REQUIREMENT
With the images removed, repeat the data below exactly.
(AVAILABLE DATA begins)
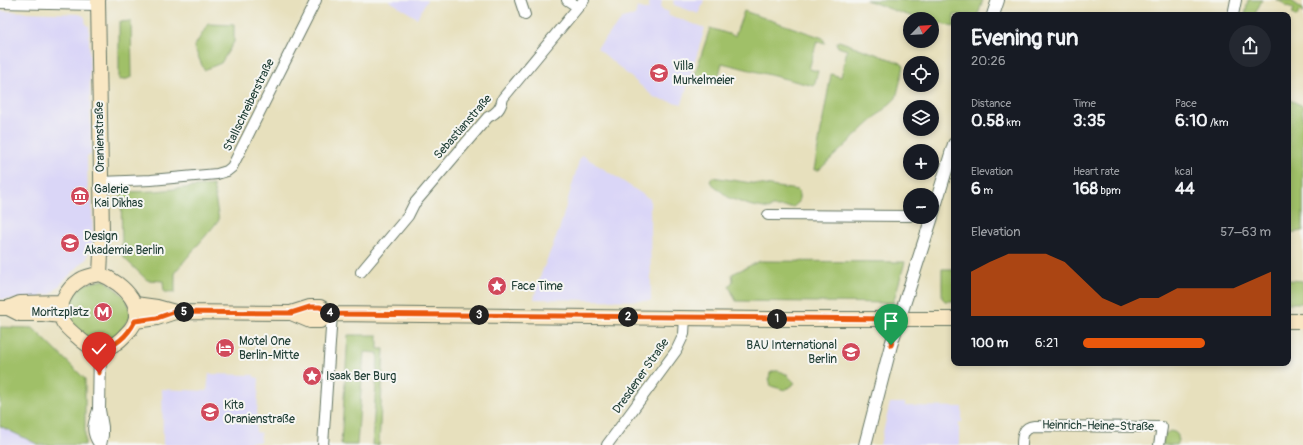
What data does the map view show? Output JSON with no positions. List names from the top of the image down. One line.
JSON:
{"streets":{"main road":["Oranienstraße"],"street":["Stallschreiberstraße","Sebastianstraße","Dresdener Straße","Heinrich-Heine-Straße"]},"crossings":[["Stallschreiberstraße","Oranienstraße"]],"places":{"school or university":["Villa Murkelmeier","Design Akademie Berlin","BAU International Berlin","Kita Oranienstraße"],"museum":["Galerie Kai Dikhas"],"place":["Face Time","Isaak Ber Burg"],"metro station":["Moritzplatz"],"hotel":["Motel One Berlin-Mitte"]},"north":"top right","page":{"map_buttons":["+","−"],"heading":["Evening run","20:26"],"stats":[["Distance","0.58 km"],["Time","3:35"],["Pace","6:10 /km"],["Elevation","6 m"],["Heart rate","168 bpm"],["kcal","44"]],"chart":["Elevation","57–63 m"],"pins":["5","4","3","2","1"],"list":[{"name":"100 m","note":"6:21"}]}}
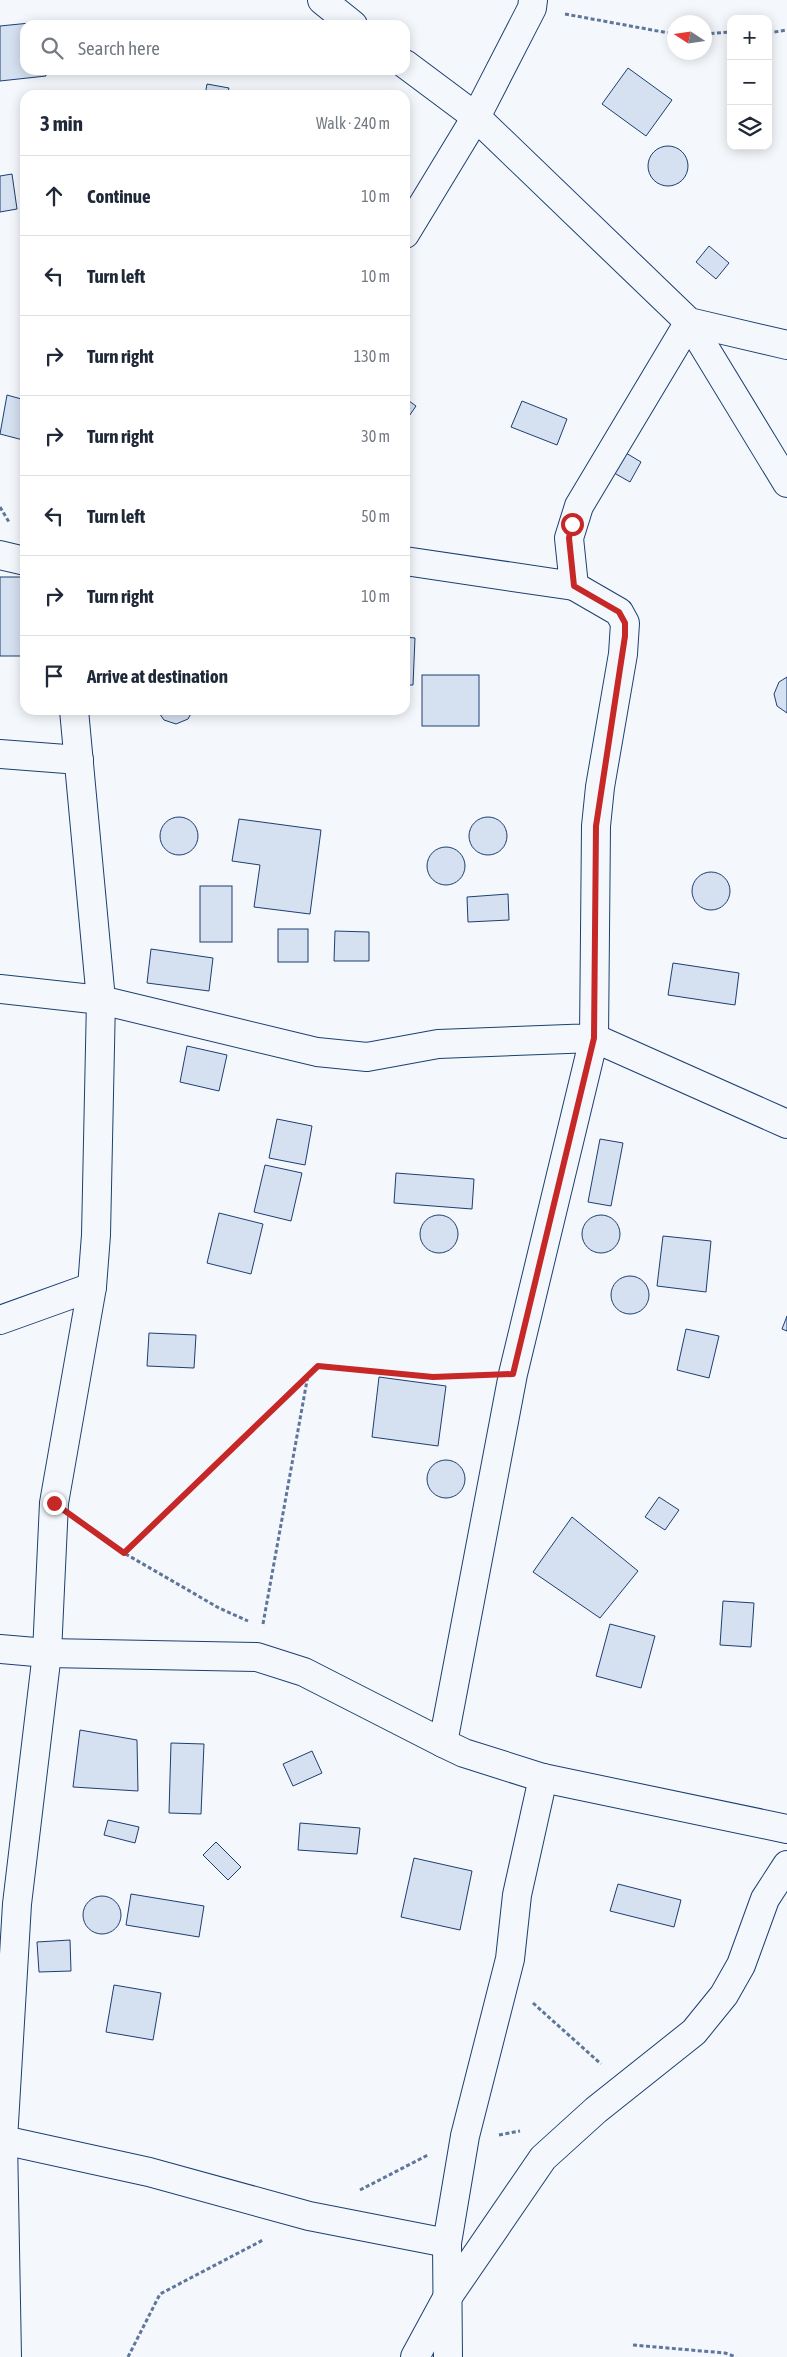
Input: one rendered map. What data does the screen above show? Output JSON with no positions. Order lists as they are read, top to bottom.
(AVAILABLE DATA ends)
REPLY TO THE EXERCISE
What data does the map view show? Output JSON with no positions. List names from the top of the image down. One line.
JSON:
{"streets":{"main road":["Oranienstraße"],"street":["Stallschreiberstraße","Sebastianstraße","Dresdener Straße","Heinrich-Heine-Straße"]},"crossings":[["Stallschreiberstraße","Oranienstraße"]],"places":{"school or university":["Villa Murkelmeier","Design Akademie Berlin","BAU International Berlin","Kita Oranienstraße"],"museum":["Galerie Kai Dikhas"],"place":["Face Time","Isaak Ber Burg"],"metro station":["Moritzplatz"],"hotel":["Motel One Berlin-Mitte"]},"north":"top right","page":{"map_buttons":["+","−"],"heading":["Evening run","20:26"],"stats":[["Distance","0.58 km"],["Time","3:35"],["Pace","6:10 /km"],["Elevation","6 m"],["Heart rate","168 bpm"],["kcal","44"]],"chart":["Elevation","57–63 m"],"pins":["5","4","3","2","1"],"list":[{"name":"100 m","note":"6:21"}]}}
Input: one rendered map. What data does the screen above show? Output JSON with no positions. Order lists as they are read, top to bottom.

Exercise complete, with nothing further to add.